> **What to work on**
Give the listing again in full, exactly as written.

> **Extracted material**

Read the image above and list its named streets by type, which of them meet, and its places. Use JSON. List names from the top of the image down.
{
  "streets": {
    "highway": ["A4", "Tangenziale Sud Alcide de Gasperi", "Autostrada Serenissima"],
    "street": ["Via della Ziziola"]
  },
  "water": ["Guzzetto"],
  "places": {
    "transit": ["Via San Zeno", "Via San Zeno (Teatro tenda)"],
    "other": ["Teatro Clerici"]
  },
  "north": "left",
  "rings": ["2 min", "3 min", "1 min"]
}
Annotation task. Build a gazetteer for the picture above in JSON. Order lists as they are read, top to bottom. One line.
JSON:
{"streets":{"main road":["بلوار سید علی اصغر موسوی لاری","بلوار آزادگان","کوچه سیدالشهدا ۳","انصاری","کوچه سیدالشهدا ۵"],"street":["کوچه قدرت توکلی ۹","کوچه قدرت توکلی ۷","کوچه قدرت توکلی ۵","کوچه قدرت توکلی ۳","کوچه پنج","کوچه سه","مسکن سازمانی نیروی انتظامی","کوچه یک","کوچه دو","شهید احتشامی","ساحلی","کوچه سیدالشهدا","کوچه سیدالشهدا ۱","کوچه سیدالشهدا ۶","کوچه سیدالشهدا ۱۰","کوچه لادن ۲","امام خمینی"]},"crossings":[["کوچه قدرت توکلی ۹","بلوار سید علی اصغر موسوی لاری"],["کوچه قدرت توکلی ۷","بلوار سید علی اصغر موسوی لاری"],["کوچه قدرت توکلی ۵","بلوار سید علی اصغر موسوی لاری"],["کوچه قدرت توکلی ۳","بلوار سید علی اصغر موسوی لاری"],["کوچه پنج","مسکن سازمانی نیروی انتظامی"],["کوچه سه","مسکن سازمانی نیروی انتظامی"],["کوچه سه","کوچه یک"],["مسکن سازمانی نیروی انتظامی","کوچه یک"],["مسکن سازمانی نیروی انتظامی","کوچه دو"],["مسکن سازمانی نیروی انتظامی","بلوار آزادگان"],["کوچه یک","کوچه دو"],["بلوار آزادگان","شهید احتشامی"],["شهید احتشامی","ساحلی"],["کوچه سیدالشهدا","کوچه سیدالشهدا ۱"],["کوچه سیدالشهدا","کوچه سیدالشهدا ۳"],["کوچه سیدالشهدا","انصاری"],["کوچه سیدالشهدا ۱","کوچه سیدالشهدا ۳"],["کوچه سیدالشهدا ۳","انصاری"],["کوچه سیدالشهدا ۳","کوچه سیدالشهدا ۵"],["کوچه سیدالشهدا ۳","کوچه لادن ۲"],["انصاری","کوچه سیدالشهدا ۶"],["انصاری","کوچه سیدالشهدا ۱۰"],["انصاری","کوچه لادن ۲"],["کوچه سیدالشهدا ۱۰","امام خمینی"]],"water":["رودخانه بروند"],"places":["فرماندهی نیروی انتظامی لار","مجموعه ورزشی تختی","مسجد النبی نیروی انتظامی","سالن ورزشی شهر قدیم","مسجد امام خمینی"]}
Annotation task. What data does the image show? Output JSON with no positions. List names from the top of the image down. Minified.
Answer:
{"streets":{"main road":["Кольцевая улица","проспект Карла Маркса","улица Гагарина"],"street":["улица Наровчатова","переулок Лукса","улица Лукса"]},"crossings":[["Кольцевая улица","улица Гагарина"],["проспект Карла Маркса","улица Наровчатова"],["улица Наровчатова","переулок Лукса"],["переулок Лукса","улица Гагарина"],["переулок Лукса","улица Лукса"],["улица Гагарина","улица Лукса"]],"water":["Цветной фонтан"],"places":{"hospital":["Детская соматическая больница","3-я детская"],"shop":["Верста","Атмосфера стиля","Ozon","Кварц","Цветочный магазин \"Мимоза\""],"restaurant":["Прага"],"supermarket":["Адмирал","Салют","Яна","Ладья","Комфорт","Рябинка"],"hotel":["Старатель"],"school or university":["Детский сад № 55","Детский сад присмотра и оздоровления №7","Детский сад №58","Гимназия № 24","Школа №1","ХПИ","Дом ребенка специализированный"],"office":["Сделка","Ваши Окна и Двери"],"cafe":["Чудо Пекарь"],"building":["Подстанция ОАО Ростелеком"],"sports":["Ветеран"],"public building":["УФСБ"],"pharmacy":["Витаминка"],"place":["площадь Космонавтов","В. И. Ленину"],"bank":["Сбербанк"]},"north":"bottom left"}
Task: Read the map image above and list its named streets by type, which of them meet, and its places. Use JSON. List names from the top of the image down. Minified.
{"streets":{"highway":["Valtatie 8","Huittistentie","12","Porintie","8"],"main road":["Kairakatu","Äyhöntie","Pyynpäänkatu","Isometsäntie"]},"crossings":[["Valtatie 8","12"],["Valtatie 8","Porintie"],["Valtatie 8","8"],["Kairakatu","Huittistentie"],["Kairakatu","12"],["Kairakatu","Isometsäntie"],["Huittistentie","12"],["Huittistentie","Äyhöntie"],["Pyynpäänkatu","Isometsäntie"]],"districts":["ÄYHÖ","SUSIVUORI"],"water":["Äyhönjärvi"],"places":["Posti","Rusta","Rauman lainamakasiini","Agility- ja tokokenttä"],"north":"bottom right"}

> **Answer space**
Read the image above and list its named streets by type, which of them meet, and its places. Use JSON. List names from the top of the image down.
{
  "streets": {
    "highway": ["A4", "Tangenziale Sud Alcide de Gasperi", "Autostrada Serenissima"],
    "street": ["Via della Ziziola"]
  },
  "water": ["Guzzetto"],
  "places": {
    "transit": ["Via San Zeno", "Via San Zeno (Teatro tenda)"],
    "other": ["Teatro Clerici"]
  },
  "north": "left",
  "rings": ["2 min", "3 min", "1 min"]
}
Annotation task. Build a gazetteer for the picture above in JSON. Order lists as they are read, top to bottom. One line.
JSON:
{"streets":{"main road":["بلوار سید علی اصغر موسوی لاری","بلوار آزادگان","کوچه سیدالشهدا ۳","انصاری","کوچه سیدالشهدا ۵"],"street":["کوچه قدرت توکلی ۹","کوچه قدرت توکلی ۷","کوچه قدرت توکلی ۵","کوچه قدرت توکلی ۳","کوچه پنج","کوچه سه","مسکن سازمانی نیروی انتظامی","کوچه یک","کوچه دو","شهید احتشامی","ساحلی","کوچه سیدالشهدا","کوچه سیدالشهدا ۱","کوچه سیدالشهدا ۶","کوچه سیدالشهدا ۱۰","کوچه لادن ۲","امام خمینی"]},"crossings":[["کوچه قدرت توکلی ۹","بلوار سید علی اصغر موسوی لاری"],["کوچه قدرت توکلی ۷","بلوار سید علی اصغر موسوی لاری"],["کوچه قدرت توکلی ۵","بلوار سید علی اصغر موسوی لاری"],["کوچه قدرت توکلی ۳","بلوار سید علی اصغر موسوی لاری"],["کوچه پنج","مسکن سازمانی نیروی انتظامی"],["کوچه سه","مسکن سازمانی نیروی انتظامی"],["کوچه سه","کوچه یک"],["مسکن سازمانی نیروی انتظامی","کوچه یک"],["مسکن سازمانی نیروی انتظامی","کوچه دو"],["مسکن سازمانی نیروی انتظامی","بلوار آزادگان"],["کوچه یک","کوچه دو"],["بلوار آزادگان","شهید احتشامی"],["شهید احتشامی","ساحلی"],["کوچه سیدالشهدا","کوچه سیدالشهدا ۱"],["کوچه سیدالشهدا","کوچه سیدالشهدا ۳"],["کوچه سیدالشهدا","انصاری"],["کوچه سیدالشهدا ۱","کوچه سیدالشهدا ۳"],["کوچه سیدالشهدا ۳","انصاری"],["کوچه سیدالشهدا ۳","کوچه سیدالشهدا ۵"],["کوچه سیدالشهدا ۳","کوچه لادن ۲"],["انصاری","کوچه سیدالشهدا ۶"],["انصاری","کوچه سیدالشهدا ۱۰"],["انصاری","کوچه لادن ۲"],["کوچه سیدالشهدا ۱۰","امام خمینی"]],"water":["رودخانه بروند"],"places":["فرماندهی نیروی انتظامی لار","مجموعه ورزشی تختی","مسجد النبی نیروی انتظامی","سالن ورزشی شهر قدیم","مسجد امام خمینی"]}
Annotation task. What data does the image show? Output JSON with no positions. List names from the top of the image down. Minified.
Answer:
{"streets":{"main road":["Кольцевая улица","проспект Карла Маркса","улица Гагарина"],"street":["улица Наровчатова","переулок Лукса","улица Лукса"]},"crossings":[["Кольцевая улица","улица Гагарина"],["проспект Карла Маркса","улица Наровчатова"],["улица Наровчатова","переулок Лукса"],["переулок Лукса","улица Гагарина"],["переулок Лукса","улица Лукса"],["улица Гагарина","улица Лукса"]],"water":["Цветной фонтан"],"places":{"hospital":["Детская соматическая больница","3-я детская"],"shop":["Верста","Атмосфера стиля","Ozon","Кварц","Цветочный магазин \"Мимоза\""],"restaurant":["Прага"],"supermarket":["Адмирал","Салют","Яна","Ладья","Комфорт","Рябинка"],"hotel":["Старатель"],"school or university":["Детский сад № 55","Детский сад присмотра и оздоровления №7","Детский сад №58","Гимназия № 24","Школа №1","ХПИ","Дом ребенка специализированный"],"office":["Сделка","Ваши Окна и Двери"],"cafe":["Чудо Пекарь"],"building":["Подстанция ОАО Ростелеком"],"sports":["Ветеран"],"public building":["УФСБ"],"pharmacy":["Витаминка"],"place":["площадь Космонавтов","В. И. Ленину"],"bank":["Сбербанк"]},"north":"bottom left"}
Task: Read the map image above and list its named streets by type, which of them meet, and its places. Use JSON. List names from the top of the image down. Minified.
{"streets":{"highway":["Valtatie 8","Huittistentie","12","Porintie","8"],"main road":["Kairakatu","Äyhöntie","Pyynpäänkatu","Isometsäntie"]},"crossings":[["Valtatie 8","12"],["Valtatie 8","Porintie"],["Valtatie 8","8"],["Kairakatu","Huittistentie"],["Kairakatu","12"],["Kairakatu","Isometsäntie"],["Huittistentie","12"],["Huittistentie","Äyhöntie"],["Pyynpäänkatu","Isometsäntie"]],"districts":["ÄYHÖ","SUSIVUORI"],"water":["Äyhönjärvi"],"places":["Posti","Rusta","Rauman lainamakasiini","Agility- ja tokokenttä"],"north":"bottom right"}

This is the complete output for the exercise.